#### Source information ####
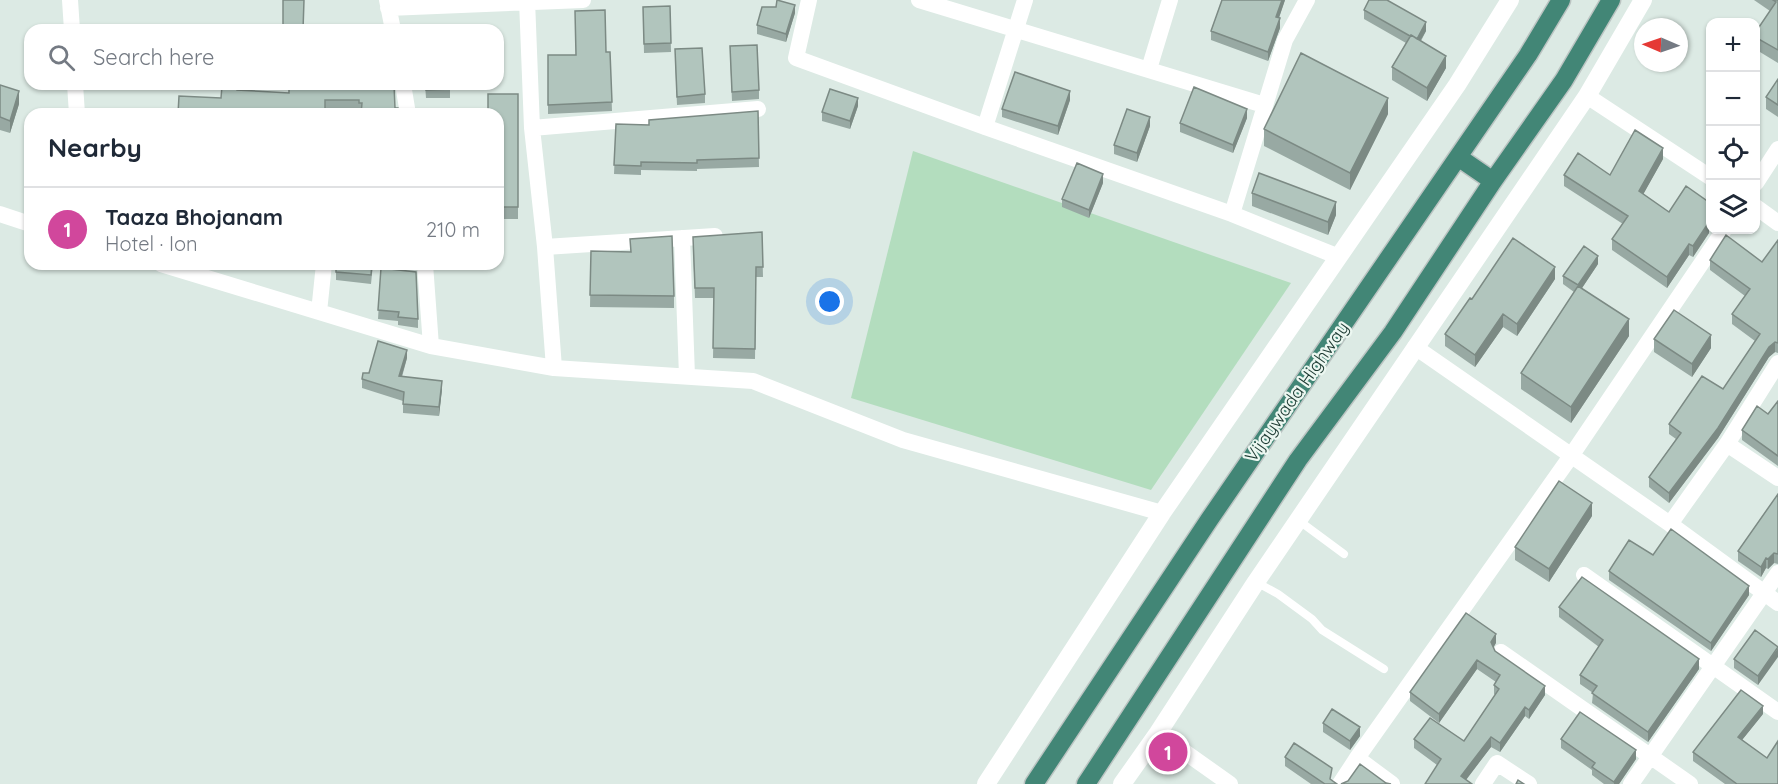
<!DOCTYPE html>
<meta charset="utf-8">
<style>
:root{--surface:#fff;--page:#f6f6f7;--text:#1f2937;--muted:#747a83;--line:#e0e1e3;--accent:#7c3aed}
body{margin:0;font-family:Quicksand,sans-serif;background:var(--page);color:var(--text)}
.controls{position:absolute;right:18px;top:18px;display:grid;overflow:hidden;border-radius:12px;box-shadow:0 2px 4px #0004}
.controls button{width:54px;height:54px;display:grid;place-items:center;padding:0;border:0;border-bottom:2px solid var(--line);background:var(--surface);color:var(--text);font:30px sans-serif}
.compass{position:absolute;left:1634px;top:18px;width:54px;height:54px;border-radius:50%;background:var(--surface);box-shadow:0 2px 4px #0004;rotate:272deg}
.you{position:absolute;left:830px;top:302px;width:21px;height:21px;margin:-15px;border:4px solid #fff;border-radius:50%;background:#1a73e8;box-shadow:0 0 0 9px #1a73e833}
.badge{display:grid;place-items:center;width:39px;height:39px;border-radius:50%;background:var(--accent);color:#fff;font-size:20px;font-weight:700}
.pin{position:absolute;translate:-50% -50%;border:3px solid #fff;box-shadow:0 2px 6px #0006}
.list{margin:0;padding:0;list-style:none}
h2{display:flex;justify-content:space-between;align-items:center;height:78px;margin:0;padding:0 24px;font-size:26px}
h2 small{font-size:20px;font-weight:400;color:var(--muted)}
.list li{display:grid;grid-template-columns:39px 1fr auto;gap:18px;align-items:center;box-sizing:border-box;height:84px;padding:0 24px;border-top:2px solid var(--line)}
.list b{display:block;font-size:22px;white-space:nowrap}
.list p{margin:0;font-size:20px;white-space:nowrap;color:var(--muted)}
.list em{font-size:20px;font-style:normal;color:var(--muted)}
.icon{flex:none;width:33px;height:33px;fill:none;stroke:currentColor;stroke-width:2;stroke-linecap:round;stroke-linejoin:round}
.map{position:relative;flex:none;width:1778px;height:784px;overflow:hidden}
.search{position:absolute;background:var(--surface);box-shadow:0 2px 4px #0004;left:24px;top:24px;width:480px;height:66px;display:flex;align-items:center;gap:15px;box-sizing:border-box;padding:0 21px;border-radius:18px;color:var(--muted);font-size:22px}
.panel{position:absolute;background:var(--surface);box-shadow:0 2px 4px #0004;left:24px;top:108px;width:480px;height:162px;border-radius:18px}
.map>svg:first-child{display:block}
</style>
<div class="map">
<svg width="1778" height="784" viewBox="0 0 1778 784">
<rect width="100%" height="100%" fill="#dceae4"/>
<path fill="#b3ddbe" d="M 913,151 L 1291,283 L 1151,490 L 851,398 Z"/>
<g fill="none" stroke-linecap="round" stroke-linejoin="round">
<g stroke="#bbc4c2" stroke-width="21">
<path id="trunk" d="M 1458,157 L 1493,181
M 1034,784 L 1209,520 L 1528,55 L 1561,0
M 1086,784 L 1298,460 L 1393,332 L 1493,181 L 1564,80 L 1611,0"/>
</g>
<path stroke="#fff" stroke-width="8" d="M 1298,520 L 1344,554
M 1256,582 L 1278,594 L 1312,619 L 1322,630 L 1384,669"/>
<path stroke="#fff" stroke-width="16" d="M 70,0 L 72,30
M 387,0 L 393,30
M 527,0 L 532,128 L 545,247 L 554,368
M 809,0 L 796,58 L 985,127 L 1232,214 L 1339,257
M 919,0 L 1264,105
M 388,8 L 583,0
M 1149,69 L 1170,0
M 75,84 L 77,114
M 403,84 L 408,114
M 1587,96 L 1710,177
M 985,127 L 1025,0
M 532,128 L 758,109
M 1756,183 L 1778,149
M 1756,207 L 1778,223
M 0,214 L 30,224
M 1232,214 L 1285,40 L 1307,0
M 682,238 L 687,376
M 545,247 L 715,236
M 161,264 L 431,346 L 554,368 L 753,381 L 903,440 L 1162,513
M 425,264 L 431,346
M 319,312 L 324,264
M 1415,347 L 1670,524 L 1778,603
M 1727,444 L 1778,478
M 1670,524 L 1727,444 L 1778,363
M 1584,575 L 1778,712
M 1501,652 L 1690,784
M 1158,733 L 1230,784
M 1357,758 L 1392,784
M 1340,784 L 1357,758 L 1571,456 L 1724,230
M 1483,784 L 1497,763 L 1529,784
M 1631,784 L 1778,573"/>
<path stroke="#fff" stroke-width="18" d="M 986,784 L 1162,513 L 1457,85 L 1510,0
M 1122,784 L 1158,733 L 1256,582 L 1587,96 L 1643,0"/>
<use href="#trunk" stroke="#428676" stroke-width="18"/>
</g>
<path fill="#98a9a3" d="M 1222,0 L 1285,0 L 1279,18 L 1280,28 L 1268,61 L 1211,40 L 1211,31 Z
M 1754,0 L 1778,0 L 1778,63 L 1755,49 L 1755,33 L 1770,11 Z
M 670,6 L 671,52 L 644,53 L 643,7 Z
M 776,7 L 795,13 L 786,42 L 757,34 L 757,25 Z
M 1364,10 L 1426,31 L 1421,41 L 1446,68 L 1427,101 L 1392,80 L 1392,67 L 1406,43 L 1364,19 Z
M 610,52 L 612,111 L 548,114 L 548,55 L 575,55 Z
M 730,55 L 759,90 L 759,99 L 732,101 Z
M 675,58 L 705,94 L 705,103 L 677,105 Z
M 1778,79 L 1778,117 L 1766,109 L 1766,97 Z
M 389,84 L 361,112 L 359,111 L 359,109 L 325,108 L 221,98 L 237,90 L 289,93 Z
M 425,84 L 450,89 L 450,98 L 426,98 Z
M 0,85 L 19,104 L 10,133 L 0,130 Z
M 518,94 L 518,219 L 498,219 L 498,114 Z
M 1070,100 L 1058,135 L 1002,117 L 1002,109 Z
M 858,106 L 850,129 L 822,121 L 822,112 Z
M 758,111 L 759,167 L 697,169 L 697,171 L 641,170 L 641,175 L 614,174 L 616,124 L 649,125 Z
M 1388,114 L 1350,190 L 1264,146 L 1264,129 Z
M 1247,118 L 1233,153 L 1180,132 L 1180,123 Z
M 1150,126 L 1137,162 L 1114,154 L 1114,145 Z
M 1663,159 L 1643,194 L 1669,212 L 1709,228 L 1709,233 L 1693,257 L 1689,255 L 1667,288 L 1612,250 L 1612,239 L 1623,224 L 1564,186 L 1564,175 L 1610,175 Z
M 1103,183 L 1089,218 L 1062,207 L 1062,199 Z
M 1252,193 L 1336,215 L 1328,235 L 1252,206 Z
M 762,232 L 763,277 L 756,277 L 755,359 L 713,358 L 714,298 L 695,298 L 693,247 Z
M 1778,240 L 1778,353 L 1775,352 L 1769,357 L 1718,438 L 1669,503 L 1649,487 L 1649,477 L 1676,439 L 1669,434 L 1669,424 L 1723,389 L 1755,341 L 1732,324 L 1732,314 L 1745,296 L 1710,270 L 1710,260 L 1762,262 Z
M 591,251 L 674,296 L 674,308 L 590,307 Z
M 373,264 L 371,284 L 336,280 L 336,272 Z
M 1598,264 L 1582,288 L 1629,336 L 1571,423 L 1521,389 L 1521,373 L 1574,292 L 1563,284 L 1563,276 Z
M 381,268 L 418,319 L 418,328 L 398,325 L 398,321 L 378,319 Z
M 1555,279 L 1517,336 L 1503,327 L 1475,367 L 1445,346 L 1445,334 L 1472,299 Z
M 1654,339 L 1711,348 L 1692,377 L 1654,352 Z
M 407,358 L 402,377 L 442,389 L 439,416 L 403,413 L 403,401 L 362,388 L 362,379 L 369,373 Z
M 1778,401 L 1778,466 L 1742,440 L 1742,430 L 1768,414 Z
M 1778,494 L 1778,564 L 1774,563 L 1768,569 L 1766,568 L 1761,577 L 1738,561 L 1738,551 Z
M 1592,516 L 1549,582 L 1515,560 L 1515,547 Z
M 1653,555 L 1749,595 L 1711,651 L 1609,580 L 1609,571 Z
M 1559,607 L 1699,669 L 1648,742 L 1592,703 L 1593,693 L 1580,684 L 1580,675 L 1599,647 L 1559,617 Z
M 1496,643 L 1493,647 L 1495,651 L 1545,695 L 1529,719 L 1525,716 L 1500,752 L 1491,747 L 1466,779 L 1437,765 L 1414,748 L 1414,739 L 1464,741 L 1495,695 L 1494,694 L 1494,685 L 1496,682 L 1477,669 L 1439,723 L 1410,701 L 1410,692 Z
M 1778,647 L 1758,685 L 1734,668 L 1734,659 Z
M 1763,714 L 1742,740 L 1767,758 L 1778,784 L 1725,784 L 1693,761 L 1693,752 Z
M 1323,723 L 1360,736 L 1350,750 L 1323,732 Z
M 1561,739 L 1636,759 L 1619,784 L 1604,784 L 1592,775 L 1592,770 L 1561,748 Z
M 1285,757 L 1332,780 L 1337,784 L 1311,784 L 1285,766 Z"/>
<path fill="#7c8a84" d="M 1282,0 L 1285,0 L 1276,26 L 1276,17 Z
M 795,5 L 795,13 L 786,42 L 786,34 Z
M 1280,18 L 1280,28 L 1268,61 L 1268,52 Z
M 1426,22 L 1426,31 L 1416,48 L 1416,40 Z
M 1446,56 L 1446,68 L 1427,101 L 1427,88 Z
M 19,91 L 19,104 L 10,133 L 10,121 Z
M 1070,91 L 1070,100 L 1058,135 L 1058,126 Z
M 858,98 L 858,106 L 850,129 L 850,121 Z
M 1388,98 L 1388,114 L 1350,190 L 1350,173 Z
M 1247,109 L 1247,118 L 1233,153 L 1233,145 Z
M 1150,117 L 1150,126 L 1137,162 L 1137,153 Z
M 1663,148 L 1663,159 L 1639,202 L 1639,191 Z
M 1103,174 L 1103,183 L 1089,218 L 1089,210 Z
M 1336,202 L 1336,215 L 1328,235 L 1328,222 Z
M 1710,215 L 1709,233 L 1693,257 L 1693,246 Z
M 1689,244 L 1689,255 L 1667,288 L 1667,277 Z
M 1598,256 L 1598,264 L 1578,294 L 1578,285 Z
M 1555,267 L 1555,279 L 1517,336 L 1517,324 Z
M 1503,314 L 1503,327 L 1475,367 L 1475,355 Z
M 1629,319 L 1629,336 L 1571,423 L 1571,407 Z
M 1711,335 L 1711,348 L 1692,377 L 1692,364 Z
M 1775,342 L 1775,352 L 1769,357 L 1718,438 L 1669,503 L 1669,493 L 1769,347 Z
M 407,350 L 407,358 L 399,385 L 399,376 Z
M 442,381 L 442,389 L 439,416 L 439,407 Z
M 1592,503 L 1592,516 L 1549,582 L 1549,569 Z
M 1774,553 L 1774,563 L 1768,569 L 1768,559 Z
M 1766,558 L 1766,568 L 1761,577 L 1761,567 Z
M 1749,586 L 1749,595 L 1711,651 L 1711,643 Z
M 1496,634 L 1496,643 L 1491,652 L 1491,642 Z
M 1778,648 L 1778,657 L 1758,685 L 1758,676 Z
M 1699,659 L 1699,669 L 1648,742 L 1648,732 Z
M 1477,660 L 1477,669 L 1439,723 L 1439,714 Z
M 1545,686 L 1545,695 L 1529,719 L 1529,710 Z
M 1763,706 L 1763,714 L 1738,745 L 1738,737 Z
M 1525,707 L 1525,716 L 1500,752 L 1500,743 Z
M 1360,727 L 1360,736 L 1350,750 L 1350,741 Z
M 1491,737 L 1491,747 L 1463,784 L 1461,776 Z
M 1636,750 L 1636,759 L 1619,784 L 1614,784 L 1614,782 Z"/>
<path fill="#b1c5bd" stroke="#7c8a84" stroke-width="1.5" d="M 283,0 L 304,0 L 303,30 L 287,30 L 287,27 L 283,27 Z
M 777,0 L 795,5 L 786,34 L 757,25 L 762,7 L 776,7 Z
M 1222,0 L 1282,0 L 1276,17 L 1280,18 L 1268,52 L 1211,31 Z
M 1369,0 L 1387,0 L 1426,22 L 1417,39 L 1411,35 L 1410,36 L 1364,10 Z
M 1773,0 L 1778,0 L 1778,50 L 1755,37 L 1755,33 L 1776,2 Z
M 670,6 L 671,43 L 644,44 L 643,7 Z
M 605,10 L 606,52 L 610,52 L 612,102 L 548,105 L 548,55 L 576,55 L 575,11 Z
M 1411,35 L 1446,56 L 1427,88 L 1392,67 Z
M 757,45 L 759,90 L 732,92 L 730,46 Z
M 702,48 L 705,94 L 677,97 L 675,49 Z
M 1301,53 L 1388,98 L 1350,173 L 1264,129 Z
M 1015,72 L 1070,91 L 1058,126 L 1002,109 Z
M 1778,79 L 1778,105 L 1766,97 Z
M 289,84 L 388,84 L 394,85 L 395,108 L 398,108 L 401,114 L 361,114 L 362,103 L 359,103 L 359,100 L 325,100 L 325,114 L 178,114 L 179,96 L 221,98 L 222,86 L 237,87 L 237,90 L 289,93 Z
M 425,84 L 450,84 L 450,89 L 426,90 Z
M 0,85 L 19,91 L 10,121 L 0,117 Z
M 1194,87 L 1247,109 L 1233,145 L 1180,123 Z
M 830,89 L 858,98 L 850,121 L 822,112 Z
M 488,94 L 518,94 L 518,207 L 498,207 L 498,114 L 488,114 Z
M 1127,109 L 1150,117 L 1137,153 L 1114,145 Z
M 758,111 L 759,158 L 697,160 L 697,163 L 641,162 L 641,166 L 614,165 L 616,124 L 649,125 L 649,120 Z
M 1635,130 L 1663,148 L 1639,191 L 1669,212 L 1686,186 L 1710,203 L 1710,215 L 1707,220 L 1709,222 L 1693,246 L 1689,244 L 1667,277 L 1612,239 L 1628,216 L 1564,175 L 1578,153 L 1610,175 Z
M 1077,163 L 1103,174 L 1089,210 L 1062,199 Z
M 1259,173 L 1336,202 L 1328,222 L 1252,193 Z
M 762,232 L 763,267 L 756,267 L 755,349 L 713,348 L 714,288 L 695,288 L 693,237 Z
M 1726,235 L 1762,262 L 1778,240 L 1778,343 L 1775,342 L 1769,347 L 1718,428 L 1669,493 L 1649,477 L 1681,433 L 1669,424 L 1702,376 L 1723,389 L 1760,334 L 1732,314 L 1750,289 L 1710,260 Z
M 672,236 L 674,296 L 590,295 L 591,251 L 631,252 L 630,239 Z
M 1513,238 L 1555,267 L 1517,324 L 1503,314 L 1475,355 L 1445,334 L 1470,298 L 1472,299 Z
M 1584,246 L 1598,256 L 1578,285 L 1563,276 Z
M 336,264 L 372,264 L 371,275 L 336,272 Z
M 381,268 L 416,272 L 418,319 L 398,317 L 399,312 L 378,310 Z
M 1578,286 L 1629,319 L 1571,407 L 1521,373 Z
M 1674,310 L 1711,335 L 1692,364 L 1654,339 Z
M 378,341 L 407,350 L 399,376 L 442,381 L 439,407 L 403,404 L 404,392 L 362,379 L 363,373 L 369,373 Z
M 1778,401 L 1778,456 L 1742,430 L 1757,406 L 1768,414 Z
M 1559,481 L 1592,503 L 1549,569 L 1515,547 Z
M 1778,494 L 1778,554 L 1774,553 L 1768,559 L 1766,558 L 1761,567 L 1738,551 Z
M 1671,529 L 1749,586 L 1711,643 L 1609,571 L 1629,540 L 1653,555 Z
M 1582,577 L 1699,659 L 1648,732 L 1592,693 L 1597,686 L 1580,675 L 1603,640 L 1559,607 Z
M 1466,613 L 1496,634 L 1491,642 L 1495,651 L 1545,686 L 1529,710 L 1525,707 L 1500,743 L 1491,737 L 1461,776 L 1472,784 L 1425,784 L 1441,759 L 1414,739 L 1430,718 L 1464,741 L 1499,689 L 1494,685 L 1500,675 L 1477,660 L 1439,714 L 1410,692 Z
M 1755,630 L 1778,647 L 1758,676 L 1734,659 Z
M 1741,690 L 1763,706 L 1738,737 L 1767,758 L 1778,741 L 1778,784 L 1737,784 L 1693,752 Z
M 1332,709 L 1360,727 L 1350,741 L 1323,723 Z
M 1580,712 L 1636,750 L 1614,782 L 1592,767 L 1595,763 L 1561,739 Z
M 1294,743 L 1332,768 L 1330,779 L 1337,784 L 1325,784 L 1285,757 Z
M 1360,764 L 1386,783 L 1391,784 L 1341,784 L 1348,781 Z
M 1518,780 L 1524,784 L 1516,784 Z"/>
<g text-anchor="middle" stroke-width="4.5" stroke-linejoin="round" paint-order="stroke">
<g font-size="18" fill="#1d3a32" stroke="#ecf7f1">
<text transform="translate(1297 392) rotate(-55)" y="6">Vijaywada Highway</text>
</g>
</g>
</svg>
<div class="controls">
<button>+</button>
<button>−</button>
<button><svg class="icon" aria-label="locate" viewBox="0 0 24 24"><circle cx="12" cy="12" r="6"/><path d="M12 2v4M12 18v4M2 12h4M18 12h4"/></svg></button>
<button><svg class="icon" aria-label="layers" viewBox="0 0 24 24"><path d="M12 4l9 5-9 5-9-5zM3 14l9 5 9-5"/></svg></button>
</div>
<svg class="compass" viewBox="-18 -18 36 36"><path d="M0-13l5 13h-10z" fill="#e53935"/><path d="M0 13l5-13h-10z" fill="#747a83"/></svg>
<div class="you"></div>
<div class="pin badge" style="left:1168px;top:752px;background:#d1479c">1</div>
<div class="search"><svg class="icon" aria-label="search" viewBox="0 0 24 24"><circle cx="10" cy="10" r="6"/><path d="M15 15l6 6"/></svg>Search here</div>
<section class="panel">
<h2>Nearby<small></small></h2>
<ul class="list">
<li><span class="badge" style="background:#d1479c">1</span><div><b>Taaza Bhojanam</b><p>Hotel · Ion</p></div><em>210 m</em></li>
</ul>
</section>
</div>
####
▶ [What to do] Retype exactly, and only, the lines above from the one where "M 776,7 L 795,13 L 786,42 L 757,34 L 757,25 Z" occurs up to and including the one where "M 1778,79 L 1778,117 L 1766,109 L 1766,97 Z" occurs.

▶ [Solution to this exercise]
M 776,7 L 795,13 L 786,42 L 757,34 L 757,25 Z
M 1364,10 L 1426,31 L 1421,41 L 1446,68 L 1427,101 L 1392,80 L 1392,67 L 1406,43 L 1364,19 Z
M 610,52 L 612,111 L 548,114 L 548,55 L 575,55 Z
M 730,55 L 759,90 L 759,99 L 732,101 Z
M 675,58 L 705,94 L 705,103 L 677,105 Z
M 1778,79 L 1778,117 L 1766,109 L 1766,97 Z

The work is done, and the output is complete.